I have the below configuration for the auto scaler service . Memory consumption of the instance is more than 200 MB for more than 60 seconds. But its not creating another instance.

{
    "instance_min_count": 1,
    "instance_max_count": 3,
    "scaling_rules": [{
        "metric_type": "cpu",
        "threshold": 70,
        "stat_window_secs": 60,
        "breach_duration_secs": 60,
        "cool_down_secs": 60,
        "operator": ">",
        "adjustment": "+1"
    }, {
        "metric_type": "cpu",
        "threshold": 70,
        "stat_window_secs": 60,
        "breach_duration_secs": 60,
        "cool_down_secs": 60,
        "operator": "<=",
        "adjustment": "-1"
    }, {
        "metric_type": "memoryused",
        "stat_window_secs": 60,
        "breach_duration_secs": 60,
        "cool_down_secs": 60,
        "threshold": 200,
        "operator": ">=",
        "adjustment": "+1"
    }, {
        "metric_type": "memoryused",
        "threshold": 150,
        "stat_window_secs": 60,
        "breach_duration_secs": 60,
        "cool_down_secs": 60,
        "operator": "<",
        "adjustment": "-1"
    }]
}

( code embed doesn't work as expected ,hence the sc )

But If I remove the metric_type : cpu ( first 2 blocks of scaling_rules ) , the the application scales properly . What am I doing wrong ?

My expectation is : Autoscaler must create an instance when CPU consumption is more than 70% OR memory used is more than 200 MB for past 60 seconds.

Sreehari

Accepted Solutions (1)

Accepted Solutions (1)

Ivan-Mirisola
Product and Topic Expert
Product and Topic Expert

Hi sreehari.vpillai,

My colleague Muhammad Arsalan Khan states that the way the AutoScaller service works is that as each of the rules are evaluated, when returned as true, the system will stop evaluating other rules. So it is a good practice to keep your most important rules listed first.

A simpler way would be to use a different metric altogether which would also represent your app's load. You could think of the 'responsetime' metric as being a good measurement of application load. The more load you put into your application, implicitly it would also mean more CPU and Memory being consumed.

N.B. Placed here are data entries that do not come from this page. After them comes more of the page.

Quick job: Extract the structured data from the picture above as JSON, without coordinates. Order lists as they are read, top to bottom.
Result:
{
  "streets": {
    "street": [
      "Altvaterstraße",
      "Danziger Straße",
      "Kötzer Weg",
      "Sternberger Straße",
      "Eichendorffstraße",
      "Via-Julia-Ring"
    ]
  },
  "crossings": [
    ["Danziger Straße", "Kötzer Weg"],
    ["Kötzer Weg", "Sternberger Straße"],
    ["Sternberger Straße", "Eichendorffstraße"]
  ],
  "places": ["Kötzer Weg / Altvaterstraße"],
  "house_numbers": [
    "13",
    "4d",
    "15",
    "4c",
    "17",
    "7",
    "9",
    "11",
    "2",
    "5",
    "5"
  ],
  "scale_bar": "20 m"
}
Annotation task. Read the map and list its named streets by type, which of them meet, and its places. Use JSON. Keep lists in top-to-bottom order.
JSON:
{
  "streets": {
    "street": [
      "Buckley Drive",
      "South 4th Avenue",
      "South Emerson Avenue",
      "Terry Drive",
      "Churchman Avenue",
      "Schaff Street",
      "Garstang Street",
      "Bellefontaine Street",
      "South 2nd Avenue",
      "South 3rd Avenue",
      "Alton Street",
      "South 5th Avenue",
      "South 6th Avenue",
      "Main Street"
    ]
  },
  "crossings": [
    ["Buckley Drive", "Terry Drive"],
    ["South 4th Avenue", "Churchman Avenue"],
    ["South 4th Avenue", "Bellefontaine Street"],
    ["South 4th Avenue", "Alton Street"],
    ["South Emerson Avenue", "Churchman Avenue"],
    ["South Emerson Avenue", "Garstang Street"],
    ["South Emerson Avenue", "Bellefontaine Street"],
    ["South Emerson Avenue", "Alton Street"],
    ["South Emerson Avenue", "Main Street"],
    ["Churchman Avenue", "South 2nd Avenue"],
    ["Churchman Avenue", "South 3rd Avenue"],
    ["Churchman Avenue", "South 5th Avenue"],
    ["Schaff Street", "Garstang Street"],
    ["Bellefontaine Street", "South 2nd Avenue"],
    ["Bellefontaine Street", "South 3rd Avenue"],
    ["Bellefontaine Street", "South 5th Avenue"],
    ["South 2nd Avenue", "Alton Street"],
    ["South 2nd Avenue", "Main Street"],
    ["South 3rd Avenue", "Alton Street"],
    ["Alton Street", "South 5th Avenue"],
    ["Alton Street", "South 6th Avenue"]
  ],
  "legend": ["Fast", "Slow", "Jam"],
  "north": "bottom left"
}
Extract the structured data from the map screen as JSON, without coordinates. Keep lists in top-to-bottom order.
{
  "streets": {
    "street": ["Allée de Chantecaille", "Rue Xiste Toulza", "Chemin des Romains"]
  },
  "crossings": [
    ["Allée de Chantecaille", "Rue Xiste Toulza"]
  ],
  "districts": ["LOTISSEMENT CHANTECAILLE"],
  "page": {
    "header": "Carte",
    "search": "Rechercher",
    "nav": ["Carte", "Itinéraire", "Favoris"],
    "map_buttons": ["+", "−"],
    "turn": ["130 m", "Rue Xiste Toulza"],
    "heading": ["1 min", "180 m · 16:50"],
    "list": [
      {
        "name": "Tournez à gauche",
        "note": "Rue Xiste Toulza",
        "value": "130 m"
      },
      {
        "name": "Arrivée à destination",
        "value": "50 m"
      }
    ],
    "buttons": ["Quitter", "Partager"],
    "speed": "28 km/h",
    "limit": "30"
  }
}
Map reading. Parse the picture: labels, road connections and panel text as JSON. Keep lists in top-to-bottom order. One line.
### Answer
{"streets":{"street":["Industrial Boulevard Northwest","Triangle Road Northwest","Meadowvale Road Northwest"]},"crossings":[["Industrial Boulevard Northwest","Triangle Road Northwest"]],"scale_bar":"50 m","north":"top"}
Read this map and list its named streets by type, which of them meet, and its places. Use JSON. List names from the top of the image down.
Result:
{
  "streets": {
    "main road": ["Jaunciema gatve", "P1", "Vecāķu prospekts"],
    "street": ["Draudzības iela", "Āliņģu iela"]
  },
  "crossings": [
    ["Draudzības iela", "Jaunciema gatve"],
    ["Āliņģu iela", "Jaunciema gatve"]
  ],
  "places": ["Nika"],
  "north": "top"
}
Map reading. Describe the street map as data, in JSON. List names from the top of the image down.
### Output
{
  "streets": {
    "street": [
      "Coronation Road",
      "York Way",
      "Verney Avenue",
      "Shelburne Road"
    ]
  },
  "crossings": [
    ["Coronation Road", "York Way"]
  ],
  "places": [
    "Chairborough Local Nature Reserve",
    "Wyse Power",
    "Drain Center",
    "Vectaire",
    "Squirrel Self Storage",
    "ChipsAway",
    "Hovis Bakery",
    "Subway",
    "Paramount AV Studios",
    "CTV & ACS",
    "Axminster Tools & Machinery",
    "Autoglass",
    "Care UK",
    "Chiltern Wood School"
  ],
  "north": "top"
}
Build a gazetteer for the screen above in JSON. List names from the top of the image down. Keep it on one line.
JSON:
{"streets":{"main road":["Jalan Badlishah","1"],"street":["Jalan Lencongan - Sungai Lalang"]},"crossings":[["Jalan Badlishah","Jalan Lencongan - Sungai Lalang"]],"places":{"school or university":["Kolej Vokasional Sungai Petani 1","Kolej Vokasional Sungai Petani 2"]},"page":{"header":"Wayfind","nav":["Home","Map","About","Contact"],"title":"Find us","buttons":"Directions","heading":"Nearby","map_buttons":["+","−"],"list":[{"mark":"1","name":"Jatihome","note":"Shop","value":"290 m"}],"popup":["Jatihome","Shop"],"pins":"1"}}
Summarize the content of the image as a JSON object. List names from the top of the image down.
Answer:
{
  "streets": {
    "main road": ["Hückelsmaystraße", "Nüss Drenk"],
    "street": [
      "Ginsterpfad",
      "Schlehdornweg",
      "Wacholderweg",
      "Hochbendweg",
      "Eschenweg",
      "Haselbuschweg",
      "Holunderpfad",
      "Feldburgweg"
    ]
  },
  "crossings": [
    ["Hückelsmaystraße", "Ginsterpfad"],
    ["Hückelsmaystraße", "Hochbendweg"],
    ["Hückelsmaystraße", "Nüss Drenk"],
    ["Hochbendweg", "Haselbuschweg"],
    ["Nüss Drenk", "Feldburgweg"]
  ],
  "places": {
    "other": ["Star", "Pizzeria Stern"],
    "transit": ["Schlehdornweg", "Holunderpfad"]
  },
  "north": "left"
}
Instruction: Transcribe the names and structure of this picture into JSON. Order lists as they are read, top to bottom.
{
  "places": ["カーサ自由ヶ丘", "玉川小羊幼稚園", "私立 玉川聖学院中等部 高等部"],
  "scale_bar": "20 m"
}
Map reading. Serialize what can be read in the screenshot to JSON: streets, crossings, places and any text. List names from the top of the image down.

I believe what you are trying to achieve is the same rational used on load balancers - where they take both measures into account and perform a math calculation that should give a good indication to where the load should be directed to. Usually it is something around the lines of the following formula:

CustomLoad = (Weight_CPU * CPU_Load) + (Weight_Memory * Memory_Usage)

Where Weight could by adapted for your specific application usage. In case your application is very CPU intensive, you could use 7 as weight for CPU load and 3 as weight for memory. But that should be something you will have to reason on a case-by-case as it highly depends on how you develop your application and how you see load should be measured.

If this is your case, you could implement this by having it as a custom metric:

https://help.sap.com/docs/application-autoscaler/application-autoscaler/defining-custom-metric?local...

The following blog explains how you can achieve this:

https://blogs.sap.com/2023/03/28/scale-your-applications-using-custom-metrics-feature-of-application...

The blog doesn't clearly state how the metrics are collected and sent to the Autoscaler service from the application itself to make the blog simpler to understand. Instead it simply sends a "fake" metric - just to test the autoscalling.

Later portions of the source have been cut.